India’s first ever solar powered reverse osmosis (RO) plant installed by Barefoot College produces 600 litres of water per hour for 6 hours every day, providing access to drinking water for over 1000 villagers.
How it works
The solar powered RO systems are installed in regions with TDS (Total Dissolved Salts) in the groundwater. The system provides good quality drinking water through reverse osmosis: water flows at a high pressure through a thin membrane. The purified water is free of salts and contaminants, which are stored in tanks and collected from pipes in the evening.
The RO plant is powered by a 2.5 kilowatt power plant which helps it to produce 600 litres of water per hour for 6 hours every day. Previously, the plant was powered by the standard electric grid, but the energy flow was erratic and supplied energy to the plant for only about three hours at a time. For this reason the plant has been solar electrified to ensure an uninterrupted supply of electricity for the entire day, with some power to spare for a computer, a solar workshop, fans and light.

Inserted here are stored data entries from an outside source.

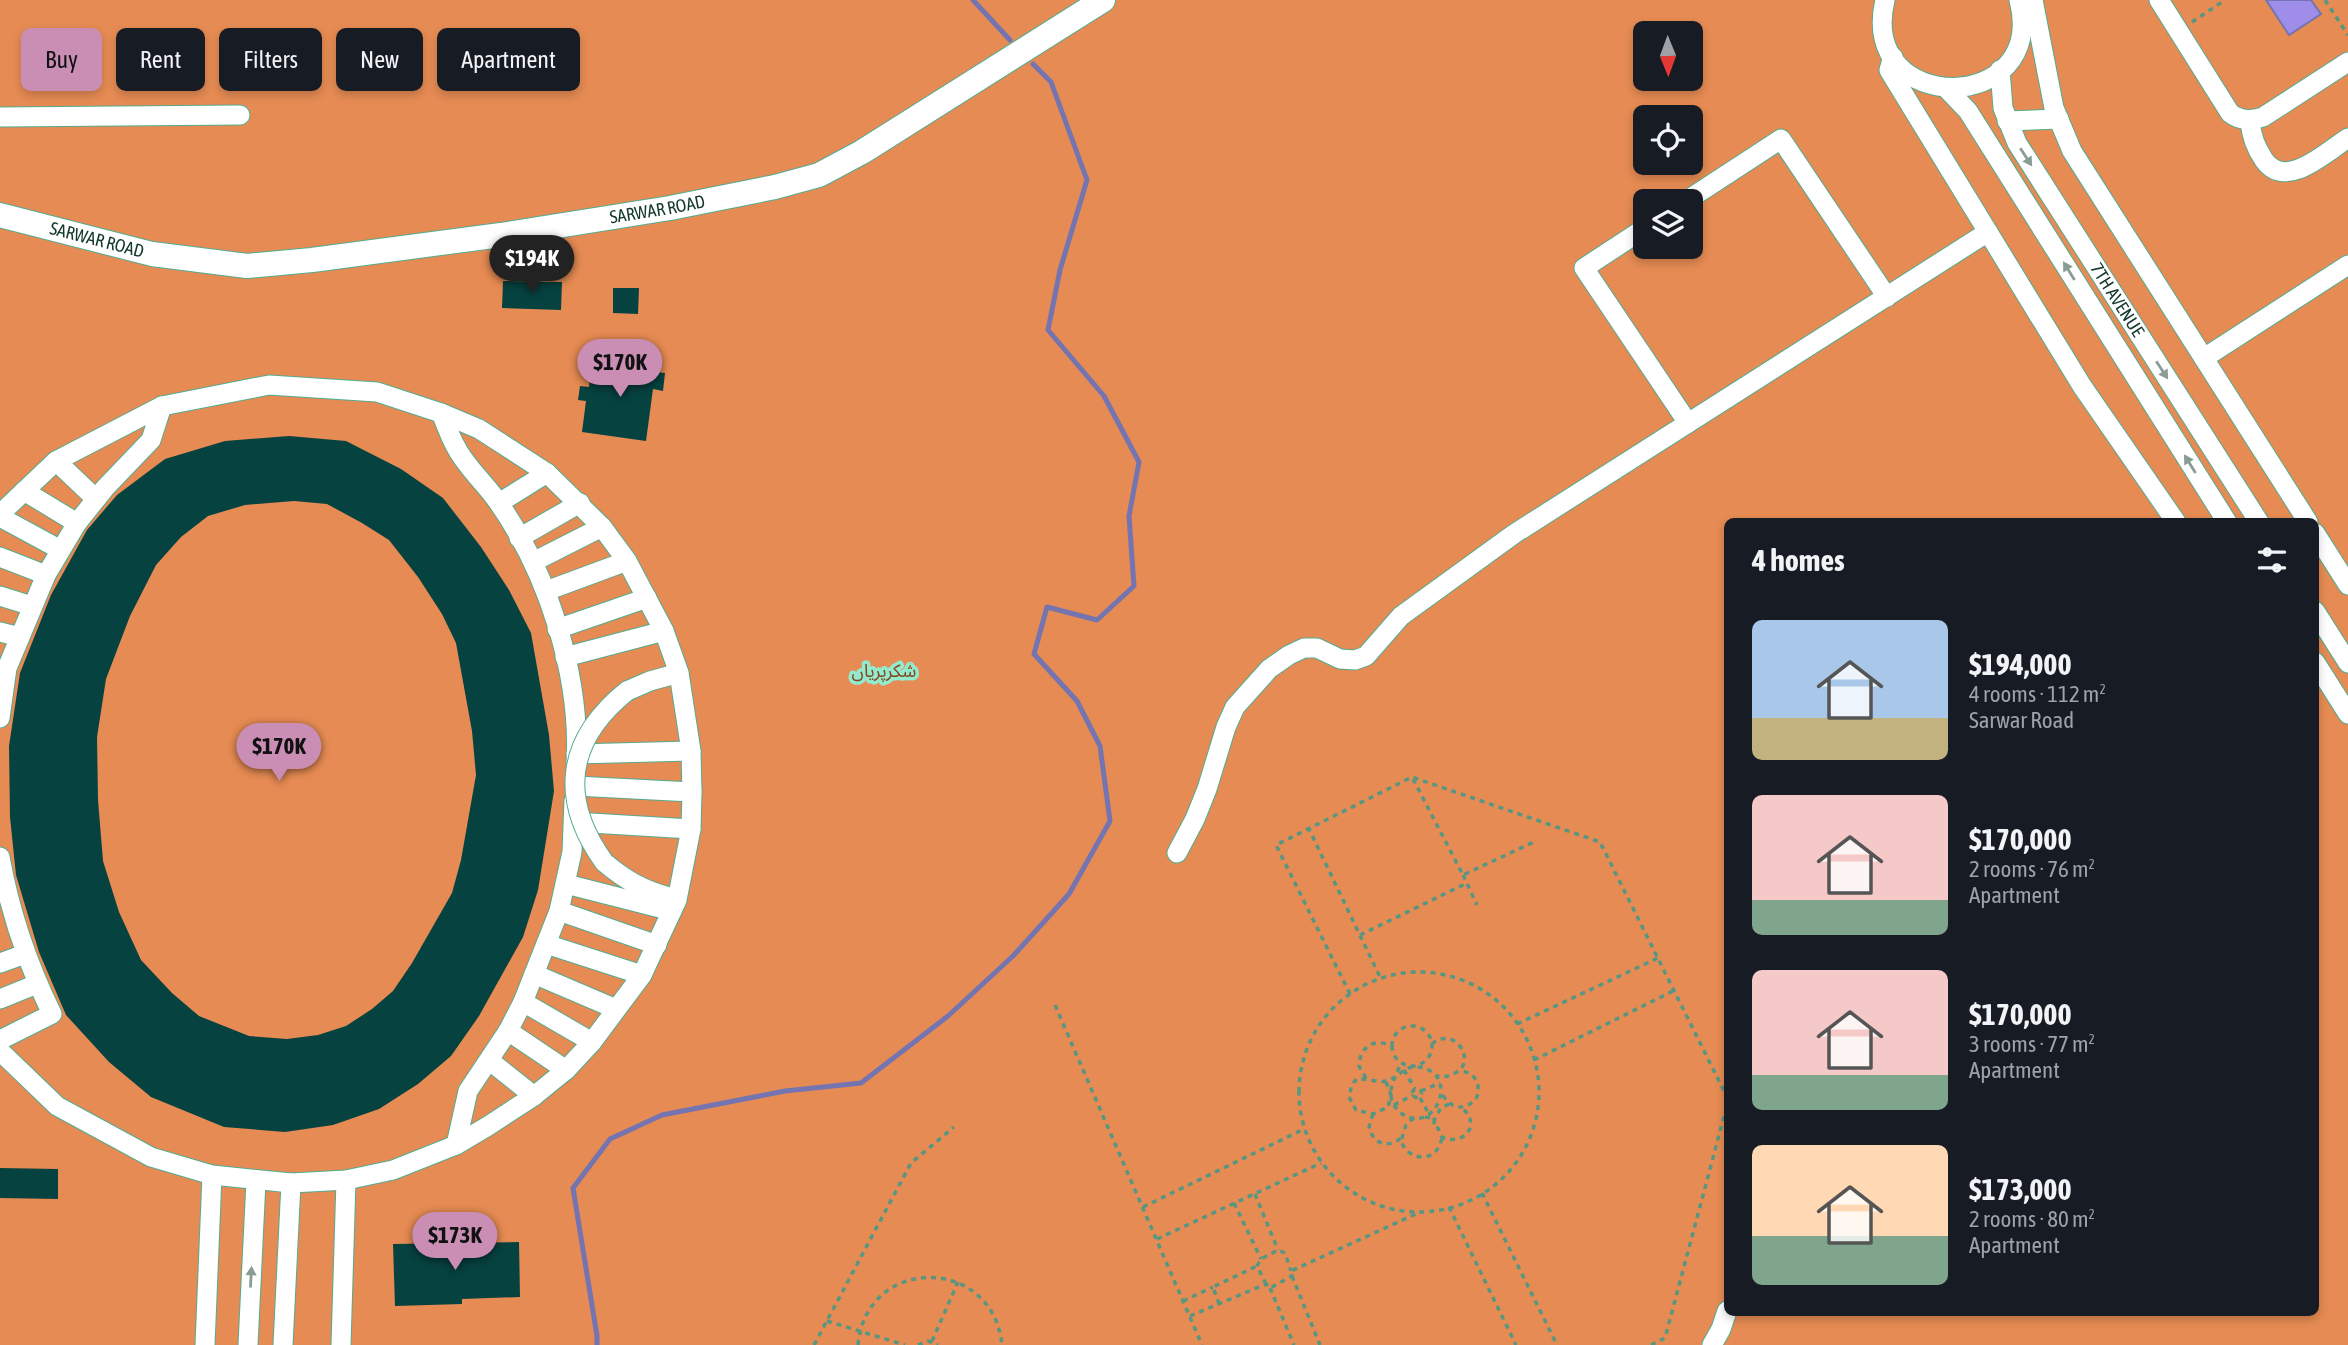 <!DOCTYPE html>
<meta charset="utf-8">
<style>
:root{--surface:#171b24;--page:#242831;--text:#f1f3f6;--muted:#9ea1a6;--accent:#ca8eb5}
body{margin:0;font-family:"Asap Condensed","Noto Sans Arabic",sans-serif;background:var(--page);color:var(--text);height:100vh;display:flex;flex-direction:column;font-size:26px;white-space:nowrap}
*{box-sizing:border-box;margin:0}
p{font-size:23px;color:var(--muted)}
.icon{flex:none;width:38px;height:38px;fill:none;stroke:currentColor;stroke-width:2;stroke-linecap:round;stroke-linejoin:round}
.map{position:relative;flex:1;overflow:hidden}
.details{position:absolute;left:1724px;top:518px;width:595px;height:798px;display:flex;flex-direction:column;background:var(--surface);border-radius:10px;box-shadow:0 4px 10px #0003}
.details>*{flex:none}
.guide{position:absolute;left:21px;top:28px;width:665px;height:63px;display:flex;gap:14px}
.needle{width:46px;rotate:179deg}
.fabs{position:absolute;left:1633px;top:21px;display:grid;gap:14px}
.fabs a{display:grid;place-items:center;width:70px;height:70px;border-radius:10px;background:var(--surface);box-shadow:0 4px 10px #0003;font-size:35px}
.price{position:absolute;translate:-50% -60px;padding:0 16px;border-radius:24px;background:var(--accent);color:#111;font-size:23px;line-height:46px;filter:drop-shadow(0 2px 4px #0008)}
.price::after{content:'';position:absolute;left:50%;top:42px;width:21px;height:16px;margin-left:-10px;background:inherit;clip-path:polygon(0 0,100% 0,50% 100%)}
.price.selected{background:#222;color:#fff}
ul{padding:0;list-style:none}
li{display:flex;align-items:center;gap:21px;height:175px;padding:0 28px}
li span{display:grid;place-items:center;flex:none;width:196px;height:140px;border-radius:10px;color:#555}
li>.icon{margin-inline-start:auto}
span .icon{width:84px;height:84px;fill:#fffc;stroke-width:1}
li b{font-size:30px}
h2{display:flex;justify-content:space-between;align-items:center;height:84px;padding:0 28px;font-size:30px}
.chip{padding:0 24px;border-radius:10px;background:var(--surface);box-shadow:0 4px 10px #0003;font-size:24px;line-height:63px}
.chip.selected{background:var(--accent);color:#111}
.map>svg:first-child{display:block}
</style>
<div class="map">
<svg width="2348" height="1345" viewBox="0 0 2348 1345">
<rect width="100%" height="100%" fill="#93eacd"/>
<path fill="#e68b53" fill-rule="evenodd" d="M0,0H2348V1345H0ZM1645,33H1690V79H1645ZM1645,117H1690V163H1645ZM1645,201H1690V247H1645ZM1727,522H2315V1312H1727Z"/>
<path fill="#9e8ee9" stroke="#7474b1" stroke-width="2" d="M2266,0H2311L2321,14L2289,35Z"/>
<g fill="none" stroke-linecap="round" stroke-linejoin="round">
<path stroke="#7474b1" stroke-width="5" d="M973,0L1010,40
M597,1345V1336L573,1188L610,1139L662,1115L785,1091L861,1083L948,1016L1013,956L1069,894L1110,821L1100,746L1077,701L1034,654L1047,607L1097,620L1134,586L1129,516L1139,462L1104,396L1048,330L1060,270L1087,180L1051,82L1033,64"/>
</g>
<path fill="#064240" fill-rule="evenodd" d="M503,281L562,282L561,310L502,308Z
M613,288H639L638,314L613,313Z
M592,359L657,367L656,372L665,373L663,391L653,389L646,441L582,432L586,401L578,400L580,386L589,387Z
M289,436L346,441L401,469L443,498L481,547L509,590L531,633L549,735L554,791L538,890L523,937L479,1016L451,1056L418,1084L379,1109L333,1125L285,1132L224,1127L151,1097L109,1062L66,1015L39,952L16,875L10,817L9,746L20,673L51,595L87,530L117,495L165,459L225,441ZM294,501L327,504L362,523L389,540L418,577L442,614L456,643L472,731L476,775L461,860L452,893L412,963L393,991L372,1009L346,1026L318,1035L287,1039L249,1036L199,1016L172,993L141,960L119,912L103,861L98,800L97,737L106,679L130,616L156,565L181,537L208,516L245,505Z
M0,1168L58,1169V1199L0,1198Z
M519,1242L520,1297L462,1299V1304L395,1306L393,1244Z"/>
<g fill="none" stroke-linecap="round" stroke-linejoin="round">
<defs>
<g id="minor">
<path d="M1885,0C1857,117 2049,116 2019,0"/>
<path d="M2033,0L2054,108L2072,151L2308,522"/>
<path d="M2159,0L2230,113C2240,121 2251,121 2263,117L2348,62"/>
<path d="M1893,57L1889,70L2082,386L2176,522"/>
<path id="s1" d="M2000,70L2003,108L2017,143L2259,522"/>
<path d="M1947,89L1968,111L2227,522"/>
<path d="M0,117L240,115"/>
<path d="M2250,120C2251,135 2255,147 2264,160C2286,191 2326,152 2348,138"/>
<path d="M2007,121L2059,119"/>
<path d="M1686,201L1781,139L1887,297"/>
<path d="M1645,228L1584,268L1688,423"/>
<path d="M2204,358L2348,265"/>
<path d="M441,413C446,424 450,437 456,447C466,467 485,483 498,502C548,573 581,676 576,763"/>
<path d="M56,461L96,499"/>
<path d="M24,491L77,523"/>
<path d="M499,503L547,473"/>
<path d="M0,514L56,461L162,406L269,385L377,392L441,413L479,429L547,473L602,527L627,561L664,631L679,673L691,751L692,792L691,829L677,900L642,975L592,1042L566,1070L534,1096L488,1126L456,1145L393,1170L346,1180L291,1183L212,1175L151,1157L57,1106L0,1051"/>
<path d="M0,517L59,549"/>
<path d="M2315,533L2348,585"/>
<path d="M519,538L580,503"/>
<path d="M0,557L46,575"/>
<path d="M533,562L602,527"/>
<path d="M546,591L627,561"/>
<path d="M0,596L32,606"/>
<path d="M2315,611L2348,663"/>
<path d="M557,629L647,598"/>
<path d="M0,632L20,637"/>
<path d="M565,657L664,631"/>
<path d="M2315,662L2348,714"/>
<path d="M627,691L650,681L679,673"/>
<path d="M0,718L7,668L46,575L77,523L105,488L151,440L162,406"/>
<path d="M576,754L691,751"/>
<path d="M575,786L692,792"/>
<path d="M574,822L691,829"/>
<path d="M1177,853L1195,819L1207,789L1226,727L1235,707L1269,669L1289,655L1304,648H1317L1340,659L1355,660L1366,656L1401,616L1514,534L1988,232"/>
<path d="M0,857C10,913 27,963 52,1014L0,1040"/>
<path d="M604,862C625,880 643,890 669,897"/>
<path d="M566,884L672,911"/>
<path d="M559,911L657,945"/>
<path d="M546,944L642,975"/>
<path d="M0,963L25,954"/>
<path d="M534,974L616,1009"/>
<path d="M0,999L37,984"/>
<path d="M523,1002L592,1042"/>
<path d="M508,1031L566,1070"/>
<path d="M490,1061L534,1096"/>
<path d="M456,1145L468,1091L508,1031L523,1002L559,911L572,852L574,800"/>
<path d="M205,1345L212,1175"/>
<path d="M248,1345L256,1181"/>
<path d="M283,1345L291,1183"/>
<path d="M341,1345L346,1180"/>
<path d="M1712,1345L1721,1329L1727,1311"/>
</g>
<g id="major">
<path id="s2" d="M0,215L152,254L247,266L312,260L501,235L670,208L775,187L819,175L862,152L1103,0"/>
</g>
</defs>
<use href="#minor" stroke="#54ab90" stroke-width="21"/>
<use href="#major" stroke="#54ab90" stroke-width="26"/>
<path stroke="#579782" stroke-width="3.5" stroke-dasharray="5 5" stroke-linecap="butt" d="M2325,0L2348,35
M2192,22L2225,0
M1413,779L1463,875L1536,841
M1308,827L1381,979
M1463,875L1477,905
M1360,935L1467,883
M1299 1092a120 120 0 1 1 240 0a120 120 0 1 1-240 0Z
M1350,994L1276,845L1412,777L1600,842L1727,1097
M1055,1005L1202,1345
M1517,1024L1658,958
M1392 1046a20 20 0 1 1 40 0a20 20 0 1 1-40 0Z
M1432,1044C1454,1024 1480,1063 1453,1074C1447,1077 1444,1077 1437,1076
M1534,1060L1673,991
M1404,1070L1415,1089
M1366,1078L1359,1066C1359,1048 1374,1037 1391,1046
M1386,1082L1391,1095L1388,1107L1373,1114L1356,1110L1349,1097L1352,1084L1357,1079C1367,1078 1381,1084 1389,1080C1400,1076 1405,1065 1418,1067C1462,1072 1435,1138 1401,1113C1395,1108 1391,1102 1391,1095C1390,1083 1398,1074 1400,1063
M1412.5 1093a4.5 4.5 0 1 1 9 0a4.5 4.5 0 1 1-9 0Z
M1421,1091L1440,1083
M1443,1095C1451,1110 1467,1111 1477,1097C1481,1084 1475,1072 1460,1071
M1420,1098L1429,1114
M1449,1104L1441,1108L1434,1120L1442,1137C1464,1147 1482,1124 1462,1108
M1394,1105L1413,1095
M1373,1114L1369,1127C1373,1144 1388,1149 1401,1138
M1425,1117L1431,1118L1435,1124
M1414,1118L1406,1125L1401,1141C1410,1164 1439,1162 1442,1137
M1482,1193L1557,1345
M1255,1194L1278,1250
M1234,1203L1261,1259
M1143,1207L1304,1129
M1449,1207L1516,1345
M1157,1239L1321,1163
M1292,1276L1320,1345
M1266,1284L1257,1266L1261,1259L1278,1250L1285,1253L1291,1271
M1270,1288L1294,1345
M1183,1301L1213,1287
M1219,1304L1213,1287L1257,1266
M1190,1316L1266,1284L1270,1288L1292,1276L1291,1271L1418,1213
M827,1321L905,1345
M932,1341L958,1282
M814,1345L911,1163L954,1127
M858,1345C866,1255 993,1255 1002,1345
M918,1345L928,1341L938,1345
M1651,1345L1665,1338L1727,1105"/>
<use href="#minor" stroke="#fff" stroke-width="19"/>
<use href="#major" stroke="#fff" stroke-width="24"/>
<defs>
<path id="minor-bridge" d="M604,862C559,799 566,740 627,691"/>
</defs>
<use href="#minor-bridge" stroke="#54ab90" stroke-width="21" stroke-linecap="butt"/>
<use href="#minor-bridge" stroke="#fff" stroke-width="19"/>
</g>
<defs><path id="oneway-solid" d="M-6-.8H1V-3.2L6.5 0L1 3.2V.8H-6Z" transform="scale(1.75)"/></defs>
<g fill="#899c96">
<use href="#oneway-solid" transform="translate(2026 157) rotate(57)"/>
<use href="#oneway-solid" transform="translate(2069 271) rotate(-122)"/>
<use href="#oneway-solid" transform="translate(2162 370) rotate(57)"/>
<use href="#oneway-solid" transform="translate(2190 464) rotate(-122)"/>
<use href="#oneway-solid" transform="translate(251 1277) rotate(-87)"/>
</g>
<g text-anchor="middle" stroke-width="7" stroke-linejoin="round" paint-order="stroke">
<g font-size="18" fill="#13382d" stroke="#93eacd">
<text dy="6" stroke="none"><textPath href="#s2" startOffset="667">SARWAR ROAD</textPath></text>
<text dy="6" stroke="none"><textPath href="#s2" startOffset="100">SARWAR ROAD</textPath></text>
<text dy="6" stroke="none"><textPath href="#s1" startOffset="262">7TH AVENUE</textPath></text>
</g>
<g font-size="18" fill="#82461f" stroke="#93eacd">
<text x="884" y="677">شکرپریاں</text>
</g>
</g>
</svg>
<div class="fabs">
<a><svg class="needle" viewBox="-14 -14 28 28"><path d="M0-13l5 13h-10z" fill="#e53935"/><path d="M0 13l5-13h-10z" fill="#9ea1a6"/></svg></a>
<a><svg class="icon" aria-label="locate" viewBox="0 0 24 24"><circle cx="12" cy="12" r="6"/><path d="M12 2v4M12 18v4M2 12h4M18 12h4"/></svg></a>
<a><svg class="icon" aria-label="layers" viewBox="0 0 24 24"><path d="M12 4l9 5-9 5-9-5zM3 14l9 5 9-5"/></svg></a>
</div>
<b class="price selected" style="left:532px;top:295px">$194K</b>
<b class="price" style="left:620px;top:399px">$170K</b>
<b class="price" style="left:279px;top:783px">$170K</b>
<b class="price" style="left:455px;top:1272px">$173K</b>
<div class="guide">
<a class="chip selected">Buy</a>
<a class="chip">Rent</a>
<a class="chip">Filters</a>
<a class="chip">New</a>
<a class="chip">Apartment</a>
</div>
<section class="details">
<h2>4 homes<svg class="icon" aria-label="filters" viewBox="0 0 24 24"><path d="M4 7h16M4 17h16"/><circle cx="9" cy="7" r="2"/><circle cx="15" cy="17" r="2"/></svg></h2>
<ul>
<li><span style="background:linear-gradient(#a9c7e8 70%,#c2b280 0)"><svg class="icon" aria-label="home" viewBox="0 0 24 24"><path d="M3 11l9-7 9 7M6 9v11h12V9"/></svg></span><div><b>$194,000</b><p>4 rooms · 112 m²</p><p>Sarwar Road</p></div></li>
<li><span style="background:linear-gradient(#f6c9c9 75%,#7fa58c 0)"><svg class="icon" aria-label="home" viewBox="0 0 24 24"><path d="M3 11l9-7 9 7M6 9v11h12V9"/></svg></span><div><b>$170,000</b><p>2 rooms · 76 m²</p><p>Apartment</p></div></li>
<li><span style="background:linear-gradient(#f6c9c9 75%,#7fa58c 0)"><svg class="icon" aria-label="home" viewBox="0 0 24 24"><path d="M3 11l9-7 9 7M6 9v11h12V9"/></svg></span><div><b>$170,000</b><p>3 rooms · 77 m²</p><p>Apartment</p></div></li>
<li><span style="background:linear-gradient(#ffd9b3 65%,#7fa58c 0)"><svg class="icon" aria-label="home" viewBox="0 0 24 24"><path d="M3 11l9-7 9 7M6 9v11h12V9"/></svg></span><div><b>$173,000</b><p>2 rooms · 80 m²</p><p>Apartment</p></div></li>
</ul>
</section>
</div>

The RO plant reduces the locally available brackish water with a salinity of Total Dissolved Solid (TDS) at 4000-6000 parts per million to only 450ppm, making the water both safe to drink and free of any salty taste. The plant meets the drinking water needs of more than 1,000 men, women and children from Kotri and its surrounding villages. Each family can take 40 litres of water every day in exchange for a small monthly payment.